*** Opening of Data to use ***

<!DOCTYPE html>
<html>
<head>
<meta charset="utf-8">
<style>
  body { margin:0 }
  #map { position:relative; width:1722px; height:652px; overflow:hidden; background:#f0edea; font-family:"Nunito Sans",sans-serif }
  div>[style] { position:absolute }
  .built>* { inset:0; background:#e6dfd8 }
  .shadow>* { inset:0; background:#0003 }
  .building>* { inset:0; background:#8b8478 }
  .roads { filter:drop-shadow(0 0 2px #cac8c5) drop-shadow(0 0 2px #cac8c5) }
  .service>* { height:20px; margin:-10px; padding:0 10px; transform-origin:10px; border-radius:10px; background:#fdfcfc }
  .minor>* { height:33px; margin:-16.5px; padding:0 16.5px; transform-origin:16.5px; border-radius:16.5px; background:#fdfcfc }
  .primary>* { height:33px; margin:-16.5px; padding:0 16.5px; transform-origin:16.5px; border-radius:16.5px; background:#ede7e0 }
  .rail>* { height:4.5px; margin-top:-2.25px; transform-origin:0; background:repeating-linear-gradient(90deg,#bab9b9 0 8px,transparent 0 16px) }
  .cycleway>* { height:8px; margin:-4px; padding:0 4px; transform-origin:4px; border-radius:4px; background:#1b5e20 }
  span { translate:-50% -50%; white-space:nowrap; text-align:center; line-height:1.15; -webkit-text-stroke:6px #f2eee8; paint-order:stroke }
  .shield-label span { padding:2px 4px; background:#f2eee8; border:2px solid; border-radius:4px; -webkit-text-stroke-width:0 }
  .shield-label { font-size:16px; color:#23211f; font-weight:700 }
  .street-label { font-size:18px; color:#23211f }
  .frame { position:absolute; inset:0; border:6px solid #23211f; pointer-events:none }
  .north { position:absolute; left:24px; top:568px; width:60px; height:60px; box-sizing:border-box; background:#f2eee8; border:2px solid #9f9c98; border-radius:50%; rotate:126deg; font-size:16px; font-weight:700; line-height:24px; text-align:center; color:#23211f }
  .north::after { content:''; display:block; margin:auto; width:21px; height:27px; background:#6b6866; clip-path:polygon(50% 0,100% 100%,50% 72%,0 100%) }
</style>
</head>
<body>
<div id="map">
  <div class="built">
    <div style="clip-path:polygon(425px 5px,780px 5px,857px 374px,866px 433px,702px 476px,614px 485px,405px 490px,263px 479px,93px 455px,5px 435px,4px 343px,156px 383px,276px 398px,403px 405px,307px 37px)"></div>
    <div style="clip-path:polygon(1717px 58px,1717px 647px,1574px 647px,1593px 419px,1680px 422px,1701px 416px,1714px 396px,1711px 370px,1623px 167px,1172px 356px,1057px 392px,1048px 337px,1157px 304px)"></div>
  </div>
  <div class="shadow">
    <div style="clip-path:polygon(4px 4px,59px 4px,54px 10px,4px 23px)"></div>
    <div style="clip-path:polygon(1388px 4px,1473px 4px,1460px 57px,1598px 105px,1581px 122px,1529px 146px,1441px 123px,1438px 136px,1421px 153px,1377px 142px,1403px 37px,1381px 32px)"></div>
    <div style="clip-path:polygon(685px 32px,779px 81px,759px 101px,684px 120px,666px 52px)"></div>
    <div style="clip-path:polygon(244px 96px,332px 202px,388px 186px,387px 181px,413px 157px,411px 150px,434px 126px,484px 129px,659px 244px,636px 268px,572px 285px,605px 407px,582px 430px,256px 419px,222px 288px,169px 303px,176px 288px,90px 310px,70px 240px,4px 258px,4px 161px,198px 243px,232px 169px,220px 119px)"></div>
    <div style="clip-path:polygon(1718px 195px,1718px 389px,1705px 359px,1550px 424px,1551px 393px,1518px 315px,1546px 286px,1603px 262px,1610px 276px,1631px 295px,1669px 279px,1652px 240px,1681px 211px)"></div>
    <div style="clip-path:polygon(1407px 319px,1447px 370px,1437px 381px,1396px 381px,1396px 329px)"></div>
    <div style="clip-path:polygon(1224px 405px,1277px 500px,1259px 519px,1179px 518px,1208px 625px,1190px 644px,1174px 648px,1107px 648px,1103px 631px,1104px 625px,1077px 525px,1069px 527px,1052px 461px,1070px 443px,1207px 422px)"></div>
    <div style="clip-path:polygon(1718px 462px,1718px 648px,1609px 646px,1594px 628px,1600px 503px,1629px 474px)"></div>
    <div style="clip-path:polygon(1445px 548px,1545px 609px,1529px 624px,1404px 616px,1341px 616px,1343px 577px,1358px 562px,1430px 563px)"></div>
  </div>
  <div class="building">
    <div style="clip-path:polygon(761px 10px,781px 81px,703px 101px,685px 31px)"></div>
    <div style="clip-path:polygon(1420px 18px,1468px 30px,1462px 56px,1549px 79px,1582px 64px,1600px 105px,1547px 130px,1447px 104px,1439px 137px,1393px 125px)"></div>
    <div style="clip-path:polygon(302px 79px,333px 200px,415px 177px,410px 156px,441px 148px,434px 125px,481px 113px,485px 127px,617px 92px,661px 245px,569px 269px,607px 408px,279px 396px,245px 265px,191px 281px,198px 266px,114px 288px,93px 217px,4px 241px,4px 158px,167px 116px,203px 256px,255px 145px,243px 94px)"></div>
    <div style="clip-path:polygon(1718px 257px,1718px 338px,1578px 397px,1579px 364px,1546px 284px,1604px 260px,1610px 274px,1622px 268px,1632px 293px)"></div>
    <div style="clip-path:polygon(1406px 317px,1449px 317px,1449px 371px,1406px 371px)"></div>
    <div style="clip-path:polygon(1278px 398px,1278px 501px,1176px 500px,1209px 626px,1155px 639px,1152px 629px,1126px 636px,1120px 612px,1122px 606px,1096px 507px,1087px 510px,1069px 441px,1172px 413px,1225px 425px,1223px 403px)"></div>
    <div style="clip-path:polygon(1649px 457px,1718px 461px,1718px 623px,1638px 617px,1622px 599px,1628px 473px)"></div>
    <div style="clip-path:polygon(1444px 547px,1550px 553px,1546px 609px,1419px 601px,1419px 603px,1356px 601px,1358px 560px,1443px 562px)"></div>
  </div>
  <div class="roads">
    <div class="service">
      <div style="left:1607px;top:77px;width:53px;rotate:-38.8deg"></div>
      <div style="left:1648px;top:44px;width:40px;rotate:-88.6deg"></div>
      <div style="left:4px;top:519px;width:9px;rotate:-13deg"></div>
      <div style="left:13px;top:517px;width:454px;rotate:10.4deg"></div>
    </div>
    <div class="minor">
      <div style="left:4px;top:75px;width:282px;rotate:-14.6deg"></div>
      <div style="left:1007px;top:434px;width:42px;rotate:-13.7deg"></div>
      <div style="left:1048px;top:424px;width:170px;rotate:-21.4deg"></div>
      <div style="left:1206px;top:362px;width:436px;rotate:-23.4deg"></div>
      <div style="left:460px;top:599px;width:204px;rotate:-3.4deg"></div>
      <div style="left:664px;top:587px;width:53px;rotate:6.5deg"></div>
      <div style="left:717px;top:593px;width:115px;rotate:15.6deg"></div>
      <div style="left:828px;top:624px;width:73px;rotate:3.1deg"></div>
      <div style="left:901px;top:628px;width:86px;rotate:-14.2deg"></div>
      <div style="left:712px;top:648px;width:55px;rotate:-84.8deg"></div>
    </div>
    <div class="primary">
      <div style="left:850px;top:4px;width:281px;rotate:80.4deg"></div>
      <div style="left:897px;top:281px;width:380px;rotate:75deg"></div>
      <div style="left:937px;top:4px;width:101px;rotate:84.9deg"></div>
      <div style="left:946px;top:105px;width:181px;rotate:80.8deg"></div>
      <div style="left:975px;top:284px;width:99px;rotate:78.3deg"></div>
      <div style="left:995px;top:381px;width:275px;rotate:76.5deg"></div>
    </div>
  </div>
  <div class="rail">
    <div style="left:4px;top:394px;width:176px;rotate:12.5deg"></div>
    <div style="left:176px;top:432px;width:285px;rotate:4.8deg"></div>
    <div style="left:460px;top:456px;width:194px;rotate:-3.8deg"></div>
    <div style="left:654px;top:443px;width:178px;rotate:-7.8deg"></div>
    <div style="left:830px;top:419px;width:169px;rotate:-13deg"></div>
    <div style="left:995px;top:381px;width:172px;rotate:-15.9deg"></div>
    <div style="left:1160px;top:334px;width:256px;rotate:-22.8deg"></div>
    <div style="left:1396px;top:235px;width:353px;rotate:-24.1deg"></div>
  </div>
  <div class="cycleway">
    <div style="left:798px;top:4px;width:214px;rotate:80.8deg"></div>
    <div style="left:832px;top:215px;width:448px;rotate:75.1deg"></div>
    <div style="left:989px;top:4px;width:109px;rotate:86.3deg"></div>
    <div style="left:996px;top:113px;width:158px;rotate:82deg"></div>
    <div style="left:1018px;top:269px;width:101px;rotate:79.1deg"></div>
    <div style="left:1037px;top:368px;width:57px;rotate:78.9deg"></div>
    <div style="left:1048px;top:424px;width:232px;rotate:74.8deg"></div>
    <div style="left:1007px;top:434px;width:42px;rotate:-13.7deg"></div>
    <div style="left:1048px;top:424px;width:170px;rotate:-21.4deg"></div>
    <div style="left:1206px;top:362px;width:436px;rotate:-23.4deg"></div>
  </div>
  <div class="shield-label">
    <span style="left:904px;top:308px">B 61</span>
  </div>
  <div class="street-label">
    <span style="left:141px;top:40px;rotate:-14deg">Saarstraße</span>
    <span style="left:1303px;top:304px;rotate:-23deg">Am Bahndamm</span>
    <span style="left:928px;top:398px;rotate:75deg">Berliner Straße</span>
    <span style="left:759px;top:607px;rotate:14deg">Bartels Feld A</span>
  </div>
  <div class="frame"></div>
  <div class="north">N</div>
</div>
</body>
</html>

*** Close of Data to use ***

> **Goal of the exercise**
When the entries above show the word "webkit" in a line, copy that line out.

> **Solution to this exercise**
  span { translate:-50% -50%; white-space:nowrap; text-align:center; line-height:1.15; -webkit-text-stroke:6px #f2eee8; paint-order:stroke }
  .shield-label span { padding:2px 4px; background:#f2eee8; border:2px solid; border-radius:4px; -webkit-text-stroke-width:0 }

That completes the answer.